● How to complete this task
Only those lines in the data below from the line containing "position:absolute; left:1864px; top:21px;" through the line containing "display:flex; align-items:center; gap:42px;", both included, should be restated word for word.

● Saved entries
· · · · ·
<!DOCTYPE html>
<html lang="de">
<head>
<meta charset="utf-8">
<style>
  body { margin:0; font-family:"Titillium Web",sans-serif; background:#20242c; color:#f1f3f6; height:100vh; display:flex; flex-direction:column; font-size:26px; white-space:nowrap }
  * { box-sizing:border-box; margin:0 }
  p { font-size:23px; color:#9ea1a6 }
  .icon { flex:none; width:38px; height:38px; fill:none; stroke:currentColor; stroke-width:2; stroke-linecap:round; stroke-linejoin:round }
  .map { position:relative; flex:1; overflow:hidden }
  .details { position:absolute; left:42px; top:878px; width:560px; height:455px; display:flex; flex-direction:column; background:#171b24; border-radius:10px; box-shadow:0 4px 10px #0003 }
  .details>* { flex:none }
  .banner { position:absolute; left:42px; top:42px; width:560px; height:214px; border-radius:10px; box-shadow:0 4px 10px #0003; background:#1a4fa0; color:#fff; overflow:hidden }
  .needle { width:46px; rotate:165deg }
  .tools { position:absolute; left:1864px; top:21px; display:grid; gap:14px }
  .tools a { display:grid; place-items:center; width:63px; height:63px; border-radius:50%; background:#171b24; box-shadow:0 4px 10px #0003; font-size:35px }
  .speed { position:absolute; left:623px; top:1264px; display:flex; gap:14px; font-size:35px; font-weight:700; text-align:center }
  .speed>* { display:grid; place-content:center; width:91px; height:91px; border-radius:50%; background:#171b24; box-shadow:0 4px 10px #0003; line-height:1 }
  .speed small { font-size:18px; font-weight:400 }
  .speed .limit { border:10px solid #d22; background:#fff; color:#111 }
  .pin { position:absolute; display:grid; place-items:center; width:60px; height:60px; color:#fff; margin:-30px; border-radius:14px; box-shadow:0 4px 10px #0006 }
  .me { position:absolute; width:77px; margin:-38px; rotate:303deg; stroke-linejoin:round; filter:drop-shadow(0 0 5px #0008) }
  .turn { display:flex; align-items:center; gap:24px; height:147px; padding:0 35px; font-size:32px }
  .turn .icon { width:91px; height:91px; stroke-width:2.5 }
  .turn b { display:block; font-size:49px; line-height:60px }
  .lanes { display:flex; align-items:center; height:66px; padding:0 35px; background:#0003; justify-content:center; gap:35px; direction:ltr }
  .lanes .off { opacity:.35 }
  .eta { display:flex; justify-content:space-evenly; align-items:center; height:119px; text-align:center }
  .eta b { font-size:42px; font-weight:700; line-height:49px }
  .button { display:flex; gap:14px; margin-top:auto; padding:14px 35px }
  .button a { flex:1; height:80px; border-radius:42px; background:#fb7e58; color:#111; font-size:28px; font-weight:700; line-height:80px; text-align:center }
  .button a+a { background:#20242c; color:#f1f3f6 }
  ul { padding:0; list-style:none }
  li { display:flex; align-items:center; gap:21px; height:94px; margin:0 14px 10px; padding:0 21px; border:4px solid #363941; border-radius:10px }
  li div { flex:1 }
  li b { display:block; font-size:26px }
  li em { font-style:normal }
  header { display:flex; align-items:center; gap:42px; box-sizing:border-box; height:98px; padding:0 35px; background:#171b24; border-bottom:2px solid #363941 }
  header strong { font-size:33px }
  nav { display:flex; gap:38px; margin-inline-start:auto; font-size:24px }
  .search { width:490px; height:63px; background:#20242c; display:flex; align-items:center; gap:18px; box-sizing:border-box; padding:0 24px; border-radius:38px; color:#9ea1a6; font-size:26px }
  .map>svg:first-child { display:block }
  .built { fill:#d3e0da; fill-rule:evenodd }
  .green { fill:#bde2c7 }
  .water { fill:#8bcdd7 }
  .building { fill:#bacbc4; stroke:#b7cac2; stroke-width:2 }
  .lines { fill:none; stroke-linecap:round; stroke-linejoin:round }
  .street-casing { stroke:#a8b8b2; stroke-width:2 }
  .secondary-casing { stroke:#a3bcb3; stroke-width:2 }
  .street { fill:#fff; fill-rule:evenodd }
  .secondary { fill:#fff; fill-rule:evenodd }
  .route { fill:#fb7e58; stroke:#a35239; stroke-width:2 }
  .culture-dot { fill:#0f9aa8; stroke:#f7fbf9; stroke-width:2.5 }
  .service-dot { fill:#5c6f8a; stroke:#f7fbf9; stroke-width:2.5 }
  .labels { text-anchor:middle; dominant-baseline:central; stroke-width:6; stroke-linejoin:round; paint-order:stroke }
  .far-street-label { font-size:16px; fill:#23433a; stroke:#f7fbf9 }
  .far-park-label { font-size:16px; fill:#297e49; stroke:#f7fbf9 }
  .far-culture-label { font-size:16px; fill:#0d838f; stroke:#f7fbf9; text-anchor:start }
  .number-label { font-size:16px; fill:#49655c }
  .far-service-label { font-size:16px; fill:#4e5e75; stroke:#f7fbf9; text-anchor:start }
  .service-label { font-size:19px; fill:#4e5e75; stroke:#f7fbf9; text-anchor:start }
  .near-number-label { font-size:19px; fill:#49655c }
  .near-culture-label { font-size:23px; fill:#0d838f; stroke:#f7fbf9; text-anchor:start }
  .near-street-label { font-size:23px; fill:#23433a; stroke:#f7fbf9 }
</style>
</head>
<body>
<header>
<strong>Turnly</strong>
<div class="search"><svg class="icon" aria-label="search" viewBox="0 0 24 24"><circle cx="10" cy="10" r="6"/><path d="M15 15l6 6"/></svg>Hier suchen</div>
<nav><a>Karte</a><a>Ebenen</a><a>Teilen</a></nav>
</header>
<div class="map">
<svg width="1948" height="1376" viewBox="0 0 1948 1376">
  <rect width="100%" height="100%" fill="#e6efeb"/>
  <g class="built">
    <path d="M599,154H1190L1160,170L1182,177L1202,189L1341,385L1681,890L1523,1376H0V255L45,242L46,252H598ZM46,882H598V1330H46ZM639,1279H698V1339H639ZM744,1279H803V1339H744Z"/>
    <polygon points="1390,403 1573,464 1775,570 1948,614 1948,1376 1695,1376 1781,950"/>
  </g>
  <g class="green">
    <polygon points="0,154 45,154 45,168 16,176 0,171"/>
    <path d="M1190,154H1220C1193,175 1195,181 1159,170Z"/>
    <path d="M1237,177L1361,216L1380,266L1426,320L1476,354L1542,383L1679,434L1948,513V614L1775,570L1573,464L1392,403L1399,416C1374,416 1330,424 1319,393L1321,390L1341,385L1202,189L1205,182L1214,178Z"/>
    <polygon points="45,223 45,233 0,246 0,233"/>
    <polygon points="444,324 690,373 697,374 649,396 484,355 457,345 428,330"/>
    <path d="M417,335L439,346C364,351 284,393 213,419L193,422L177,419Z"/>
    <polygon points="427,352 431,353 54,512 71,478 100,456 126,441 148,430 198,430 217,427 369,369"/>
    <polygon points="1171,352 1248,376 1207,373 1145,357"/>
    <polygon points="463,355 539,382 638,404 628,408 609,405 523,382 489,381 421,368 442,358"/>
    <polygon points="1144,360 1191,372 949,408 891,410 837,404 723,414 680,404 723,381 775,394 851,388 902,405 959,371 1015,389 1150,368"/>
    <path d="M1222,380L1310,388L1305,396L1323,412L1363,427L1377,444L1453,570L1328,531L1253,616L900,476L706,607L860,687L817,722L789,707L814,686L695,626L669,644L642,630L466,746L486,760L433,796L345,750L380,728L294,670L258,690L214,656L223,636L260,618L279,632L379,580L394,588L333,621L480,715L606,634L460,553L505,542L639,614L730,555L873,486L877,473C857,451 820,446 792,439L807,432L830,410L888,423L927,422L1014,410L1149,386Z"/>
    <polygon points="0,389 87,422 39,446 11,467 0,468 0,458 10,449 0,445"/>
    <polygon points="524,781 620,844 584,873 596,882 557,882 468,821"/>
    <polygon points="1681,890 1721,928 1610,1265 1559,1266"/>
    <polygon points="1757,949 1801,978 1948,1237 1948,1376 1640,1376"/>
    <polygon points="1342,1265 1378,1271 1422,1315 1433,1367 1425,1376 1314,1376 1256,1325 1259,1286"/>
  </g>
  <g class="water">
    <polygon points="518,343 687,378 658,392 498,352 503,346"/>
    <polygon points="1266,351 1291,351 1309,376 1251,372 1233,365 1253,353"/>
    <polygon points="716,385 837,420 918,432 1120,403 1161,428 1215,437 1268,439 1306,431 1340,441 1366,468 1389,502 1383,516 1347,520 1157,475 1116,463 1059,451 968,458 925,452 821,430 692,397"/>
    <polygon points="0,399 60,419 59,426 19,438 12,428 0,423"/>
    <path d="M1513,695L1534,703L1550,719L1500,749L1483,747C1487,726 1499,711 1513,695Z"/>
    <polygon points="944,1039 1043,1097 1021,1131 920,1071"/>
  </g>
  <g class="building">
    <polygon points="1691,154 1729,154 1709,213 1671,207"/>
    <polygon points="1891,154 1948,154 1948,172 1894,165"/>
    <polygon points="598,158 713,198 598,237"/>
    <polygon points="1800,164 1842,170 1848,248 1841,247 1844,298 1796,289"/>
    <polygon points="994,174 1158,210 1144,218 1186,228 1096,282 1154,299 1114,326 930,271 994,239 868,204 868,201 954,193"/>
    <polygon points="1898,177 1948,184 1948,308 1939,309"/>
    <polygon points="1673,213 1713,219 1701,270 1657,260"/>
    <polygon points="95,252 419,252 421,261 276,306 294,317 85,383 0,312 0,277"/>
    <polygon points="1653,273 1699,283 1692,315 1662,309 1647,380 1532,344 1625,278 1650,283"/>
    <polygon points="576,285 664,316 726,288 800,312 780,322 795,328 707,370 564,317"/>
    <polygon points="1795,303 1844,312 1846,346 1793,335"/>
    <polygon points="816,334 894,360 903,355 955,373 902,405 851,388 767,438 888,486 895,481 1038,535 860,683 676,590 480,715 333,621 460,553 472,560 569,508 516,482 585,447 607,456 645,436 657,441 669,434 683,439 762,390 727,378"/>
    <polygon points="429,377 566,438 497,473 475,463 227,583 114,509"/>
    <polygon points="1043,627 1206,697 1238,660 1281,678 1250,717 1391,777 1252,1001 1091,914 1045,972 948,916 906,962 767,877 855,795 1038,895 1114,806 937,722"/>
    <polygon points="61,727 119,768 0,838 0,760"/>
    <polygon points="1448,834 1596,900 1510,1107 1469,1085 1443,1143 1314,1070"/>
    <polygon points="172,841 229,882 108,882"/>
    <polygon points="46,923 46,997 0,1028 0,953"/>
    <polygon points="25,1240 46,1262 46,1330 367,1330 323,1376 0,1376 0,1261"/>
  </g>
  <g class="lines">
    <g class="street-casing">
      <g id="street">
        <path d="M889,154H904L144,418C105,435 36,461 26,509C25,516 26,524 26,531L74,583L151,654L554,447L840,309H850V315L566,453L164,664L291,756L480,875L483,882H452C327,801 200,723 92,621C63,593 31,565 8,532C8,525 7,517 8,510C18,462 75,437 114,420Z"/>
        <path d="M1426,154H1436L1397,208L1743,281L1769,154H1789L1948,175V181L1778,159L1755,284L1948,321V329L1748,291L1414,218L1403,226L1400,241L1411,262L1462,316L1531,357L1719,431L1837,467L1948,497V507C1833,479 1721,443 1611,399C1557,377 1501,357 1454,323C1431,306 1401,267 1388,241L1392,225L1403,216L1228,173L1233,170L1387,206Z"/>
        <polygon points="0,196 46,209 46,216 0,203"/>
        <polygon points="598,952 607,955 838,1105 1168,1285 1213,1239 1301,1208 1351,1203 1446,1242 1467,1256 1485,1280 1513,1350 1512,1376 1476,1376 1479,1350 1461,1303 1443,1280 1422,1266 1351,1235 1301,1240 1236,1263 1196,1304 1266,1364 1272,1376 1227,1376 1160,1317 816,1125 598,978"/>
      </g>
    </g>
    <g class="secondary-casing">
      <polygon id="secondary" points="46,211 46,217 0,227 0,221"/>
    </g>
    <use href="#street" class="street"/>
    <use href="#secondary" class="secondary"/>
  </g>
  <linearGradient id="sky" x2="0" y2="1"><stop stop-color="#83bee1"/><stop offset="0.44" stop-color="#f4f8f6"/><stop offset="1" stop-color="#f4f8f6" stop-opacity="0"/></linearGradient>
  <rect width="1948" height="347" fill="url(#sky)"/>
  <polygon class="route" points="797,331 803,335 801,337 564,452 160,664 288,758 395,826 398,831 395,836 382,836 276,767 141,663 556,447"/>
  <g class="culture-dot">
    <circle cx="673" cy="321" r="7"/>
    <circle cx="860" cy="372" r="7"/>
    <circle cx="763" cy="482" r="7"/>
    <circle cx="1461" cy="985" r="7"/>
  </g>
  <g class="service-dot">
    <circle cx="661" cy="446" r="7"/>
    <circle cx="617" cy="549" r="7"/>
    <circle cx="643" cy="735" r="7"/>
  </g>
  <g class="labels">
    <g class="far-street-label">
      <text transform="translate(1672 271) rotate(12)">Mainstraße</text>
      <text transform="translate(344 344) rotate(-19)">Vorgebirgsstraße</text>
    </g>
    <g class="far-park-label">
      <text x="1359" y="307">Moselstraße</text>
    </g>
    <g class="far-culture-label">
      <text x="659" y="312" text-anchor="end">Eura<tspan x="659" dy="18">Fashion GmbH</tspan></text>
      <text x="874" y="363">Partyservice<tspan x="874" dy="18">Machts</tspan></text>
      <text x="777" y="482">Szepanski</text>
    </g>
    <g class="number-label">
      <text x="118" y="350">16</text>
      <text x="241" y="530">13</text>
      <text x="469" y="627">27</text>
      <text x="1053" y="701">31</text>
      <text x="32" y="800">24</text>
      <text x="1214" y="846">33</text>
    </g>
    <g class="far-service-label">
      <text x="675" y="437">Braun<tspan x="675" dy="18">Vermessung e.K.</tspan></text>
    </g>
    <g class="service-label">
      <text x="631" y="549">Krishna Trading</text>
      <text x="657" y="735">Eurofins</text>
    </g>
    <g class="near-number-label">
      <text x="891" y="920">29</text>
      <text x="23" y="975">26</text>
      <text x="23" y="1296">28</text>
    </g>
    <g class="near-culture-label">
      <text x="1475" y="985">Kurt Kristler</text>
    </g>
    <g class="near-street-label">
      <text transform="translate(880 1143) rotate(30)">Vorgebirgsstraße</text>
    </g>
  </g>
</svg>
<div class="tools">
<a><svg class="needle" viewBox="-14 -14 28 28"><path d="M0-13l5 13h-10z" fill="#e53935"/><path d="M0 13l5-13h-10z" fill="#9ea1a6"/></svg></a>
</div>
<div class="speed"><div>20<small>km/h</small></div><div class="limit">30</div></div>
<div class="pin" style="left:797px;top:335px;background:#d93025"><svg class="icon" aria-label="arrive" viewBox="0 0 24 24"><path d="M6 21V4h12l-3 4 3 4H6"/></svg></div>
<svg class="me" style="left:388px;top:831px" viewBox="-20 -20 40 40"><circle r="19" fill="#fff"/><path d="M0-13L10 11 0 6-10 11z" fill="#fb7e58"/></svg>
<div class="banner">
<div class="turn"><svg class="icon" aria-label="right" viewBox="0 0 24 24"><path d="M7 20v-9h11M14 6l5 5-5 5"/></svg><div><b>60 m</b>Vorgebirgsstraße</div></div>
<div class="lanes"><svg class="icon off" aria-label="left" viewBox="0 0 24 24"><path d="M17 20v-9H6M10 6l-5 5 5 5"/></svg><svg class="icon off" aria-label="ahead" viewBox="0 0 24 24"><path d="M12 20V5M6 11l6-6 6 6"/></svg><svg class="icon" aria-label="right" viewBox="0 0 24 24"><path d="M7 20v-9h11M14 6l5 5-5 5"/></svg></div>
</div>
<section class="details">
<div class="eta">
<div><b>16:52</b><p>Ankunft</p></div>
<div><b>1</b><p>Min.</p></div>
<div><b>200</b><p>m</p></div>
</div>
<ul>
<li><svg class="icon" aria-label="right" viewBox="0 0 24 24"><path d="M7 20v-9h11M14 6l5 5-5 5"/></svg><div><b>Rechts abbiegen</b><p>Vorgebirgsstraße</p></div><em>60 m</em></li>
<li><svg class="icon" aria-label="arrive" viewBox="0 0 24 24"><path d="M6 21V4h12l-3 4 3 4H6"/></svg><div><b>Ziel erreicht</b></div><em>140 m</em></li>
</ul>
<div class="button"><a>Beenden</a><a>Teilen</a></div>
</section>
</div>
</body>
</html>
· · · · ·
● Result for this task
  .tools { position:absolute; left:1864px; top:21px; display:grid; gap:14px }
  .tools a { display:grid; place-items:center; width:63px; height:63px; border-radius:50%; background:#171b24; box-shadow:0 4px 10px #0003; font-size:35px }
  .speed { position:absolute; left:623px; top:1264px; display:flex; gap:14px; font-size:35px; font-weight:700; text-align:center }
  .speed>* { display:grid; place-content:center; width:91px; height:91px; border-radius:50%; background:#171b24; box-shadow:0 4px 10px #0003; line-height:1 }
  .speed small { font-size:18px; font-weight:400 }
  .speed .limit { border:10px solid #d22; background:#fff; color:#111 }
  .pin { position:absolute; display:grid; place-items:center; width:60px; height:60px; color:#fff; margin:-30px; border-radius:14px; box-shadow:0 4px 10px #0006 }
  .me { position:absolute; width:77px; margin:-38px; rotate:303deg; stroke-linejoin:round; filter:drop-shadow(0 0 5px #0008) }
  .turn { display:flex; align-items:center; gap:24px; height:147px; padding:0 35px; font-size:32px }
  .turn .icon { width:91px; height:91px; stroke-width:2.5 }
  .turn b { display:block; font-size:49px; line-height:60px }
  .lanes { display:flex; align-items:center; height:66px; padding:0 35px; background:#0003; justify-content:center; gap:35px; direction:ltr }
  .lanes .off { opacity:.35 }
  .eta { display:flex; justify-content:space-evenly; align-items:center; height:119px; text-align:center }
  .eta b { font-size:42px; font-weight:700; line-height:49px }
  .button { display:flex; gap:14px; margin-top:auto; padding:14px 35px }
  .button a { flex:1; height:80px; border-radius:42px; background:#fb7e58; color:#111; font-size:28px; font-weight:700; line-height:80px; text-align:center }
  .button a+a { background:#20242c; color:#f1f3f6 }
  ul { padding:0; list-style:none }
  li { display:flex; align-items:center; gap:21px; height:94px; margin:0 14px 10px; padding:0 21px; border:4px solid #363941; border-radius:10px }
  li div { flex:1 }
  li b { display:block; font-size:26px }
  li em { font-style:normal }
  header { display:flex; align-items:center; gap:42px; box-sizing:border-box; height:98px; padding:0 35px; background:#171b24; border-bottom:2px solid #363941 }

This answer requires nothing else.